Directions for this task — Copy every line of the data that includes the string "rotate".
Start of Block
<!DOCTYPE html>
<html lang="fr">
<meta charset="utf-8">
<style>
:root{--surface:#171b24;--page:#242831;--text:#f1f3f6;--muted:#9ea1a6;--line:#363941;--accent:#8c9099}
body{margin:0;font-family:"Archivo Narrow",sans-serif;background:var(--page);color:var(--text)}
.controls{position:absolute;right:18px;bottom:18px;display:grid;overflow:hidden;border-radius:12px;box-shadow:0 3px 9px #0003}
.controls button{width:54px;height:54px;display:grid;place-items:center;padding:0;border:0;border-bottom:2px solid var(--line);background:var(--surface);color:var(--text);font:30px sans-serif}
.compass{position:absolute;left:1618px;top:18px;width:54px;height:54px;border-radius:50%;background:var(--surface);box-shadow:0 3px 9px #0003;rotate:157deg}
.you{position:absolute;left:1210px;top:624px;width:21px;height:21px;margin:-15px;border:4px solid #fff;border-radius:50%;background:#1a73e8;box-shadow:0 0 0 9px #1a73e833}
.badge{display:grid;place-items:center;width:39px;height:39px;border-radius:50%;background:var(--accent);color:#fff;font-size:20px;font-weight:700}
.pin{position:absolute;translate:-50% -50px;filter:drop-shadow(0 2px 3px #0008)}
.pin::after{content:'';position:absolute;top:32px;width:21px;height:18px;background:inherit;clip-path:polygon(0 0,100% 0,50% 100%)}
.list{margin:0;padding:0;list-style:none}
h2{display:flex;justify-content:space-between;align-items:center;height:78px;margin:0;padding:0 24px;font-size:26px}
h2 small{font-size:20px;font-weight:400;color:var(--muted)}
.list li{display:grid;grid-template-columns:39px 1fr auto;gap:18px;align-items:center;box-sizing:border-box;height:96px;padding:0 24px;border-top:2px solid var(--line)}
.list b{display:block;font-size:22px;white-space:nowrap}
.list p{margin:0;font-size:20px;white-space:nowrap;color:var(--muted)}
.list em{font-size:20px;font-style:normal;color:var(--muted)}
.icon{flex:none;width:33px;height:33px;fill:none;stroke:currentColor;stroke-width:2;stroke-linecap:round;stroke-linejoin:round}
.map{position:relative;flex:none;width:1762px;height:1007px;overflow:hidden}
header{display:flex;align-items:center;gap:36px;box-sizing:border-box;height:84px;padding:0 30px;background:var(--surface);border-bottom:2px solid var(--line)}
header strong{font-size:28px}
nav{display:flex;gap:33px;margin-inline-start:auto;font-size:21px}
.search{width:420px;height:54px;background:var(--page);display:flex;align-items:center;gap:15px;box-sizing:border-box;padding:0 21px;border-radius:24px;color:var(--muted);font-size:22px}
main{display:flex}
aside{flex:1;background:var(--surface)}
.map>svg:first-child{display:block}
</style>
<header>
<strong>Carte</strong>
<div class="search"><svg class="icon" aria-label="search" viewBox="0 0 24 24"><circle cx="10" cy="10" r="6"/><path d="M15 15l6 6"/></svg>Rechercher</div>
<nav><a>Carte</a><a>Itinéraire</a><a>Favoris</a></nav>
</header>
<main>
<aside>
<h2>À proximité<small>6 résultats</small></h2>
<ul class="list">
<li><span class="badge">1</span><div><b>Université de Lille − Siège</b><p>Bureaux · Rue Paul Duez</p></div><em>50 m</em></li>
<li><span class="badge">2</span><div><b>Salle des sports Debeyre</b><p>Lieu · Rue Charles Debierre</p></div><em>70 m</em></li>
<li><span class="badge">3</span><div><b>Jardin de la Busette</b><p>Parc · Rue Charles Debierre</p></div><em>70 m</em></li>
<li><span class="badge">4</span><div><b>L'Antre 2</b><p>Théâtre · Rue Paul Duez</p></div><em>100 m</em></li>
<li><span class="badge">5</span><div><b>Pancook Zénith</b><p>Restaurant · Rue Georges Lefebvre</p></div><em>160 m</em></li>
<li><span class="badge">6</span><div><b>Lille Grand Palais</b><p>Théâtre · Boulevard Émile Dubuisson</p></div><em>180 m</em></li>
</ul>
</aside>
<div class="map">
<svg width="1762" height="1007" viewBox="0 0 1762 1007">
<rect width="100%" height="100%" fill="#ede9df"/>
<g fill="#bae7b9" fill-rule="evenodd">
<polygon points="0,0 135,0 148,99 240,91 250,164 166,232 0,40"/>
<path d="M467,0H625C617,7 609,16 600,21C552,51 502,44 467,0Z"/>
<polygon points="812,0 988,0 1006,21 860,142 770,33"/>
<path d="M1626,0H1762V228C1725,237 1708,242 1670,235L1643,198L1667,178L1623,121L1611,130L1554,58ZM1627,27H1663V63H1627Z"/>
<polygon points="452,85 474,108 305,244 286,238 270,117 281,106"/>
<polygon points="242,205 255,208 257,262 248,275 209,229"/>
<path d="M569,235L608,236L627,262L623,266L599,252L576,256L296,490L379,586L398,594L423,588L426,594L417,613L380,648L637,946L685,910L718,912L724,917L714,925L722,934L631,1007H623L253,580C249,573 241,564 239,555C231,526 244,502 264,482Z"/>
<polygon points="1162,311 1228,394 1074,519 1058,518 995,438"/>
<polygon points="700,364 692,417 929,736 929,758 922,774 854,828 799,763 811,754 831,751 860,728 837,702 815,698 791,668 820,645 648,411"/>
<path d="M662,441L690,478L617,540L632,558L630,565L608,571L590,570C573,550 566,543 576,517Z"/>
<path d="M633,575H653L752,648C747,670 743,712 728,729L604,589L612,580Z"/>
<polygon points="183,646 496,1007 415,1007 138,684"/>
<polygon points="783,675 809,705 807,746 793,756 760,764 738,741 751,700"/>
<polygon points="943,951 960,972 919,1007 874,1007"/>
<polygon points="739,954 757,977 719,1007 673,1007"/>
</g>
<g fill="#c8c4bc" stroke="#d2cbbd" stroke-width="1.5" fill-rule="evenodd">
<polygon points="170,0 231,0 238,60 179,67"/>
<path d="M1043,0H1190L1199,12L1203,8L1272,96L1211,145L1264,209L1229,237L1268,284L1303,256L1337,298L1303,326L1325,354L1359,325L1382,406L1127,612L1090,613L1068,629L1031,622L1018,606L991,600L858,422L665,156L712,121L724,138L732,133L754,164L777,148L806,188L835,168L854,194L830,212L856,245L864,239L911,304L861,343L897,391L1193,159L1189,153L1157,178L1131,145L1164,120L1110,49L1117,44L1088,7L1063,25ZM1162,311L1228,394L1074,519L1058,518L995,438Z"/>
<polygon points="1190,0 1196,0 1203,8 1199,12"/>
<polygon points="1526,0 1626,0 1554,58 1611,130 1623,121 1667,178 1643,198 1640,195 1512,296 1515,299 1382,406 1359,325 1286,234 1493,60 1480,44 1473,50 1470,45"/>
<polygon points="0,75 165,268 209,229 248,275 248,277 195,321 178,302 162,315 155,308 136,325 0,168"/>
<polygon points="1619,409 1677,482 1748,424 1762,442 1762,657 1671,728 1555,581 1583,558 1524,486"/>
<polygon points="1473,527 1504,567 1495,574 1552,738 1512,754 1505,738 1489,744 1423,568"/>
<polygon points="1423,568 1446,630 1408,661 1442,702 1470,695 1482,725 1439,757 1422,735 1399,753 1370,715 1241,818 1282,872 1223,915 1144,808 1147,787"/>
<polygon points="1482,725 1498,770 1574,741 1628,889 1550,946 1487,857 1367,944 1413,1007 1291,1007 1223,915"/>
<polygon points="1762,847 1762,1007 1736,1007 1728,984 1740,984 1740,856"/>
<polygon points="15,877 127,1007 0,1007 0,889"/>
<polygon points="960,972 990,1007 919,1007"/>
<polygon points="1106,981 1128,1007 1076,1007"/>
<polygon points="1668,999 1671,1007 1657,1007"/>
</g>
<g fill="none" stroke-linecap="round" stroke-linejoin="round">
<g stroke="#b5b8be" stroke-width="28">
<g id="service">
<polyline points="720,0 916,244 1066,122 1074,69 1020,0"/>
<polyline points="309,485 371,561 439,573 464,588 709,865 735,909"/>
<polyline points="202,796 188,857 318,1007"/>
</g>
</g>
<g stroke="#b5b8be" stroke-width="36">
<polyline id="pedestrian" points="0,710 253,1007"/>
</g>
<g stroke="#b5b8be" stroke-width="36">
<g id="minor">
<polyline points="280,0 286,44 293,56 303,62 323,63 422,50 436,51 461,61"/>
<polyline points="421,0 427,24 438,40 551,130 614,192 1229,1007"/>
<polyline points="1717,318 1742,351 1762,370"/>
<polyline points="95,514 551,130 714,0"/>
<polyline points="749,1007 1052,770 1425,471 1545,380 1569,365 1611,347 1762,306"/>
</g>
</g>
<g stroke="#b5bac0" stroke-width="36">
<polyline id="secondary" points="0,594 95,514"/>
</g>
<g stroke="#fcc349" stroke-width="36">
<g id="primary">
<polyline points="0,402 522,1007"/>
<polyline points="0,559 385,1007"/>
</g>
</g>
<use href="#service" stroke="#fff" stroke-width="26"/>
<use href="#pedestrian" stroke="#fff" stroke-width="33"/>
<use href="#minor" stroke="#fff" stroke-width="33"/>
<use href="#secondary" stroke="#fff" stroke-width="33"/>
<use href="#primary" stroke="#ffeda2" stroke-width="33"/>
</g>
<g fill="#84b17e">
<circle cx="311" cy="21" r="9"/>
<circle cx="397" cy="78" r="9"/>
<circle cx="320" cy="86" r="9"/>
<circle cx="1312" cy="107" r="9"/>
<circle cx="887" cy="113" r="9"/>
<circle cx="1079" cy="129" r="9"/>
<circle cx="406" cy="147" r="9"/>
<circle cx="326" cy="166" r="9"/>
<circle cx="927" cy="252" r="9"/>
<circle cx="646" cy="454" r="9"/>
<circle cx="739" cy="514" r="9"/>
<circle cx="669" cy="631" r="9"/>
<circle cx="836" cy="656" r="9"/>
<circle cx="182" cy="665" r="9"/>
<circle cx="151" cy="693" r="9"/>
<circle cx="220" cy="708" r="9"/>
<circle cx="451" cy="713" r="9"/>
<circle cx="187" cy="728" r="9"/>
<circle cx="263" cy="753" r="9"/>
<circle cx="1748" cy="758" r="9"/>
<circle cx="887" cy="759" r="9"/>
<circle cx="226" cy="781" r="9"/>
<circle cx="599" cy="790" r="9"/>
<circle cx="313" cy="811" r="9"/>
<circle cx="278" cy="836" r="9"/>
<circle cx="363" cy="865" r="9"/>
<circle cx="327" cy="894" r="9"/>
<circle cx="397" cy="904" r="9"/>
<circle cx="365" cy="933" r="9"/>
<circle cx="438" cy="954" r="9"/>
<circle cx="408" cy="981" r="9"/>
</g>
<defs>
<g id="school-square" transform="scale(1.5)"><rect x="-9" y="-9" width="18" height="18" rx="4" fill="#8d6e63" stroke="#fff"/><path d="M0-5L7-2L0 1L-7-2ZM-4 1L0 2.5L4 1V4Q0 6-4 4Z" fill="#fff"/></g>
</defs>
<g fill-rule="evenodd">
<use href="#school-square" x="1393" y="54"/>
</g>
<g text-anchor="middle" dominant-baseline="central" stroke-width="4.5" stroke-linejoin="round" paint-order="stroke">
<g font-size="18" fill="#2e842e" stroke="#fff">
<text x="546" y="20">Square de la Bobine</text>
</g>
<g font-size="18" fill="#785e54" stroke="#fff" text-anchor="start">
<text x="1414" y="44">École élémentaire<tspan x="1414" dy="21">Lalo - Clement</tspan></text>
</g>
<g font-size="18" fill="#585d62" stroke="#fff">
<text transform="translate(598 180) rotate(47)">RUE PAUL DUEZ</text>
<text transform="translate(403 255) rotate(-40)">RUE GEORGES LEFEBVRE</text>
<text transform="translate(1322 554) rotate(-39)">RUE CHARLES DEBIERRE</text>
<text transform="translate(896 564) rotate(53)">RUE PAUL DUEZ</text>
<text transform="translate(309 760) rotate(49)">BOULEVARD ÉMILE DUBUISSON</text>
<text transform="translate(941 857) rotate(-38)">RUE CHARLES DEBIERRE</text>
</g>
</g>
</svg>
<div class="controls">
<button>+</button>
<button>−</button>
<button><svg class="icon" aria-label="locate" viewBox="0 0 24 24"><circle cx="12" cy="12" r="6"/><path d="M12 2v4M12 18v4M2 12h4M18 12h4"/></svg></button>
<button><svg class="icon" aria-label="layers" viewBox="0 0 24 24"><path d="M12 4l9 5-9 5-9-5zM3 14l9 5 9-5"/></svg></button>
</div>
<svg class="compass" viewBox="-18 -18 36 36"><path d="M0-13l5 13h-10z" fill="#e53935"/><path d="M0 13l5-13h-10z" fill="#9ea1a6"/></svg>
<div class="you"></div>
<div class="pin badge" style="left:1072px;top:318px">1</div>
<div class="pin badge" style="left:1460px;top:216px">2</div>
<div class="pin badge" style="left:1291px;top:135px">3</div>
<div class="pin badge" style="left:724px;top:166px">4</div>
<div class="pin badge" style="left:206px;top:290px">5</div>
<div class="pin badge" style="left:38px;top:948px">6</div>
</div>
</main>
End of Block
Finished task —
.compass{position:absolute;left:1618px;top:18px;width:54px;height:54px;border-radius:50%;background:var(--surface);box-shadow:0 3px 9px #0003;rotate:157deg}
<text transform="translate(598 180) rotate(47)">RUE PAUL DUEZ</text>
<text transform="translate(403 255) rotate(-40)">RUE GEORGES LEFEBVRE</text>
<text transform="translate(1322 554) rotate(-39)">RUE CHARLES DEBIERRE</text>
<text transform="translate(896 564) rotate(53)">RUE PAUL DUEZ</text>
<text transform="translate(309 760) rotate(49)">BOULEVARD ÉMILE DUBUISSON</text>
<text transform="translate(941 857) rotate(-38)">RUE CHARLES DEBIERRE</text>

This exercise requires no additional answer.